Kitabının yazmaya Musa Anter’den aldığı ilhamla karar verdiğini belirten Candemir, kitabının içeriğinden şu sözlerle bahsetti: “Kitabımda 60’lardan bugüne Türkiye devletinin Kürtlere her türlü baskıyı uygularken düştüğü komik durumları yazdım. Özellikle 1990’lı yıllarda devletin ‘Terörle mücadele’ adı altında düştüğü durumları anlattım. Zulme ve gadre uğrayan Kürtlerin devletin bu refleksleri karşısında gösterdiği reaksiyon ortaya trajikomik durumlar çıkardı.

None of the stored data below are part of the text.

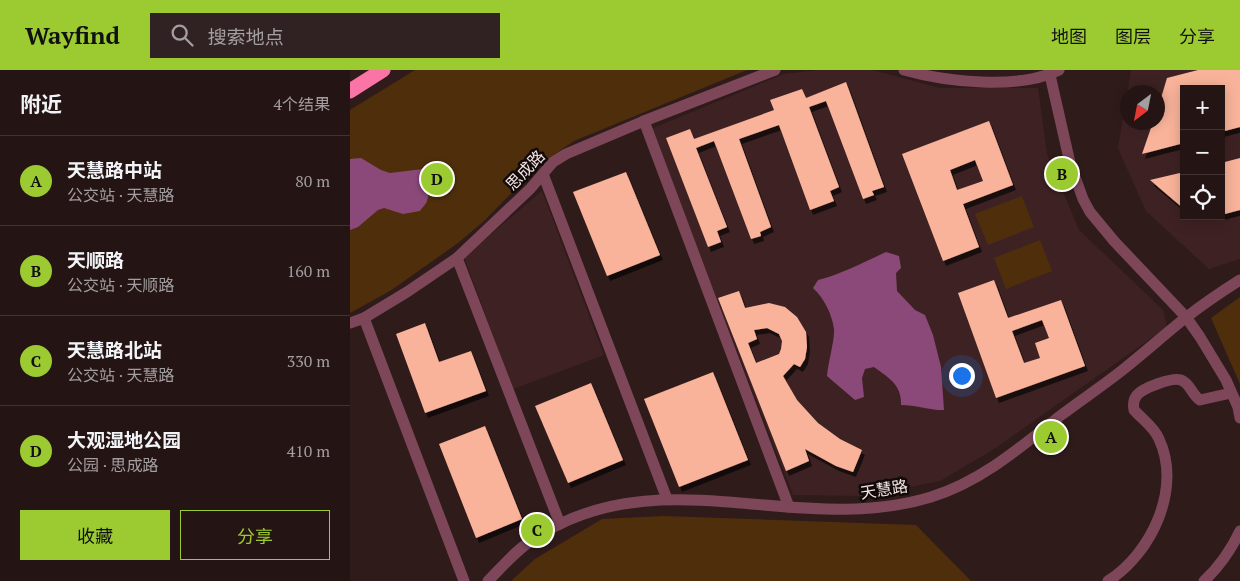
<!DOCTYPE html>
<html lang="zh">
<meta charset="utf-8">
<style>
:root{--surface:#241414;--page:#302122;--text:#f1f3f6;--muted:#a39ea0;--line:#413334;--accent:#9cca31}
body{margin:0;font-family:"PT Serif","Noto Sans SC",serif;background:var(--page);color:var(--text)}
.controls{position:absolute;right:15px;top:15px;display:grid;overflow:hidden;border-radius:0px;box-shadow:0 2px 12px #0003}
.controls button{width:45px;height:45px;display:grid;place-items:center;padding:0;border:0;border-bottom:1px solid var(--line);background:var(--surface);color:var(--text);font:25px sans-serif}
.compass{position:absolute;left:770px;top:15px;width:45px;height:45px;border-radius:50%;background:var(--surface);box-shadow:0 2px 12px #0003;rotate:212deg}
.you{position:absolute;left:611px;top:305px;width:18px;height:18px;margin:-12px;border:4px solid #fff;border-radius:50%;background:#1a73e8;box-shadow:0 0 0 8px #1a73e833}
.badge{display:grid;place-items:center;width:32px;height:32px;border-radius:50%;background:var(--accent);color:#111;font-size:16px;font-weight:700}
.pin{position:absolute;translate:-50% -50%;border:2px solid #fff;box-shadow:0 1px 5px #0006}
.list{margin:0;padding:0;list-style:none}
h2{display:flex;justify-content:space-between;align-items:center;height:65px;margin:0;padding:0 20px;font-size:21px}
h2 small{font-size:16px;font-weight:400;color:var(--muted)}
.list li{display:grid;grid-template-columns:32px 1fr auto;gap:15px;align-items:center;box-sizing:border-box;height:90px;padding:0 20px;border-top:1px solid var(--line)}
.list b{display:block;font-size:19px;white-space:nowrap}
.list p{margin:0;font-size:16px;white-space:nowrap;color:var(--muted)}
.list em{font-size:16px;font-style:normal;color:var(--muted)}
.actions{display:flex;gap:10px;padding:15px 20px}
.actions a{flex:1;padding:11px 0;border:1px solid var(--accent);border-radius:0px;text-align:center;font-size:18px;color:var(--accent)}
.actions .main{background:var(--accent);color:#111}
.icon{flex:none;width:28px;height:28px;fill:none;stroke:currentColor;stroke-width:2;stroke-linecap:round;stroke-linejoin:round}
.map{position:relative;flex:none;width:890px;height:511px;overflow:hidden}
header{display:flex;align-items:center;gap:30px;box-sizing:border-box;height:70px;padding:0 25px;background:var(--accent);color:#111}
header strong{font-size:24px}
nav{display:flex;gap:28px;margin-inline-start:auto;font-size:18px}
.search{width:350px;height:45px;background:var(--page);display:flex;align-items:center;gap:12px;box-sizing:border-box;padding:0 18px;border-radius:0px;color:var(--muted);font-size:19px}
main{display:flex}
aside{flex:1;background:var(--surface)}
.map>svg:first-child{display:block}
.built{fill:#3e2223;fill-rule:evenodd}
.green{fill:#4f2e0c}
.water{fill:#8b497a}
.building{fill:#f9b39a;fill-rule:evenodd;filter:url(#shadow)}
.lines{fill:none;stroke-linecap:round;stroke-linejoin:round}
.minor{stroke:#7d4759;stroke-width:11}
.highway{stroke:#fa74a6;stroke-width:15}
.labels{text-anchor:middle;stroke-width:5;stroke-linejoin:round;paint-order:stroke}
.street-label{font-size:16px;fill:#f3e4e3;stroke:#120909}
</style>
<header>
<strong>Wayfind</strong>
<div class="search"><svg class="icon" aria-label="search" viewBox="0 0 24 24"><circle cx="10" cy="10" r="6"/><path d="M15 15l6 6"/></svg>搜索地点</div>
<nav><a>地图</a><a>图层</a><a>分享</a></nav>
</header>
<main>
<aside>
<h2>附近<small>4个结果</small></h2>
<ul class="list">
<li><span class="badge">A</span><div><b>天慧路中站</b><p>公交站 · 天慧路</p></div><em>80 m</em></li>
<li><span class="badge">B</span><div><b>天顺路</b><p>公交站 · 天顺路</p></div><em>160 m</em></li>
<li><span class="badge">C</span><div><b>天慧路北站</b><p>公交站 · 天慧路</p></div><em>330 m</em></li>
<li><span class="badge">D</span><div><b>大观湿地公园</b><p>公园 · 思成路</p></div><em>410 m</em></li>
</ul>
<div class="actions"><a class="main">收藏</a><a>分享</a></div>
</aside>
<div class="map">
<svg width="890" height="511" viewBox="0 0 890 511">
<defs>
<filter id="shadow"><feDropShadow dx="3" dy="5" stdDeviation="0" flood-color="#0009"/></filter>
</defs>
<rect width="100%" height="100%" fill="#301b1b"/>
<g class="built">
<polygon points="469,0 522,0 590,18 688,18 697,84 729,160 813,240 817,257 644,379 590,411 515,426 443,425 301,59 434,4"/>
<path d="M781,0H890V189L859,199L796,141L768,78ZM834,19H871V146H834ZM778,22H808V52H778Z"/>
<polygon points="192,121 254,285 163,319 114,187"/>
</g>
<g class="green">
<polygon points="65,0 397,0 224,71 190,94 134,151 108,173 40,221 0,243 0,40"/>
<polygon points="672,126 684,157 638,175 625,144"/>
<polygon points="690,170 702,201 656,219 644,188"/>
<polygon points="890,227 890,314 861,248"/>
<polygon points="313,446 566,455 621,511 161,511 185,489 252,449"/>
</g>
<g class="water">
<path d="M11,88L31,100L40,103L73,99C79,107 81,121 77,131C76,134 72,138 70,141L53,144L34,138L28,140L8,157L0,160V89Z"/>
<path d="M536,182L549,186L551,198L546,203L547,221L565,240L575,245L583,265L591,297L594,340C584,341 565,335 551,335C552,315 539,308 524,297L515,299L512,308L514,327L505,330L477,306C478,293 485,269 484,259C482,244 474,228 463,218L468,210C492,204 514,192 536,182Z"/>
</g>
<g class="building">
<polygon points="848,0 890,0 890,57 871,62 871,19 834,19 834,73 792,84 803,52 808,52 808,38 817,8"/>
<polygon points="496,12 534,117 522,121 524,125 513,129 476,31 459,37 489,117 480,121 484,131 460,140 429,55 389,69 421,157 410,162 411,166 401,169 364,71 346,78 377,157 367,161 371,172 358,177 316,68 340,59 344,69 424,40 420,30 452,19 456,28"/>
<path d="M639,51L663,115L613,134L629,177L593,191L552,84ZM625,90L633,111L607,120L600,100Z"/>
<polygon points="890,88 890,140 871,145 871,93"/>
<polygon points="276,102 310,185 257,206 223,122"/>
<polygon points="834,102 834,139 800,110"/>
<path d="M644,210L658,248L711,230L735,296L646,328L608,223ZM692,250L699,268L685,273L690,288L674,293L662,261Z"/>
<path d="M389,221L395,238L419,233L435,237L447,247L456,262L457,277L455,289L450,297L444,294L433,306L447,330L468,353L490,369L512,380L503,402L486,396L455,379L459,391L436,401L368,228ZM417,258L429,264L432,271L431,279L429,284L406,293L398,273L407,269L404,260Z"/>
<polygon points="75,253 89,292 121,281 136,321 75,343 46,264"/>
<polygon points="363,302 398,390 329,417 294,329"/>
<polygon points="241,313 273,390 218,413 185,336"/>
<polygon points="135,356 172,449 126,468 89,374"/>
</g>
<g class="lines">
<g class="minor">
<path d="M554,0C596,12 669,20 709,0"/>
<polyline points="700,5 720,93 733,129 740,142 764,171 836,247 850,267 876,310 888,337 890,348"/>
<polyline points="294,51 439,437"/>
<polyline points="193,104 317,429"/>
<polyline points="107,188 210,454"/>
<polyline points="14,248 114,511"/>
<polyline points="0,253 14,248 57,222 107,188 180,119 203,92 216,84 294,51 425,0"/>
<path d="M138,511C153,496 167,479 185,468C310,386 447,468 581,427C630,412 670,378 710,346C731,330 754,315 775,298C795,282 814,265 834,249C852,235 871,222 890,210"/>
<path d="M758,511C802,483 832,418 809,369C804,357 793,350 784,340C783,335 783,330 787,325C793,318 822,307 831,310C840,313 842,325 850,330L881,323"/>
<path d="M854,511C869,497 881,480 890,461"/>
</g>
<polyline class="highway" points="0,21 33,0"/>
</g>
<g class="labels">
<g class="street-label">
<text transform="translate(175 100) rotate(-46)" y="6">思成路</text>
<text transform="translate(534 419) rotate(-9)" y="6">天慧路</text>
</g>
</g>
</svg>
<div class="controls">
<button>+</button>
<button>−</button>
<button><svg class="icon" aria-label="locate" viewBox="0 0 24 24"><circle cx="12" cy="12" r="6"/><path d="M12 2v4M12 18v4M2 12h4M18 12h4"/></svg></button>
</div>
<svg class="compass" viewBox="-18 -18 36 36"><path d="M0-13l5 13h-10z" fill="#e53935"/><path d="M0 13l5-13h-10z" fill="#a39ea0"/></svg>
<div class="you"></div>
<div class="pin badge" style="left:701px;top:367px">A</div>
<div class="pin badge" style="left:712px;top:104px">B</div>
<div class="pin badge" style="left:187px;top:460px">C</div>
<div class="pin badge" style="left:87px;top:109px">D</div>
</div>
</main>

ÖMRÜM YETTİKÇE YAZACAĞIM, ANLATACAĞIM

Devletin askerle, polisle müesses nizamı tesis etmeye çalışırken iyiden iyiye komik duruma düşen AKP’li politikacıların, askerlerin ve polislerin kamusal alanda çizdikleri tablo, başlı başına bir politik mizah konusu. En son biliyorsun Denizli Valisinin bir dönerci ile diyaloğu var. Bölücü Görücü Hikâyeler kitabımda işte bu ve benzeri konular üzerinde durdum. Kuşaktan kuşağa aktarılması gereken o kadar çok yaşanmışlığımız var ki, ömrüm yettiğince anlatmaya, yazmaya çalışacağım.”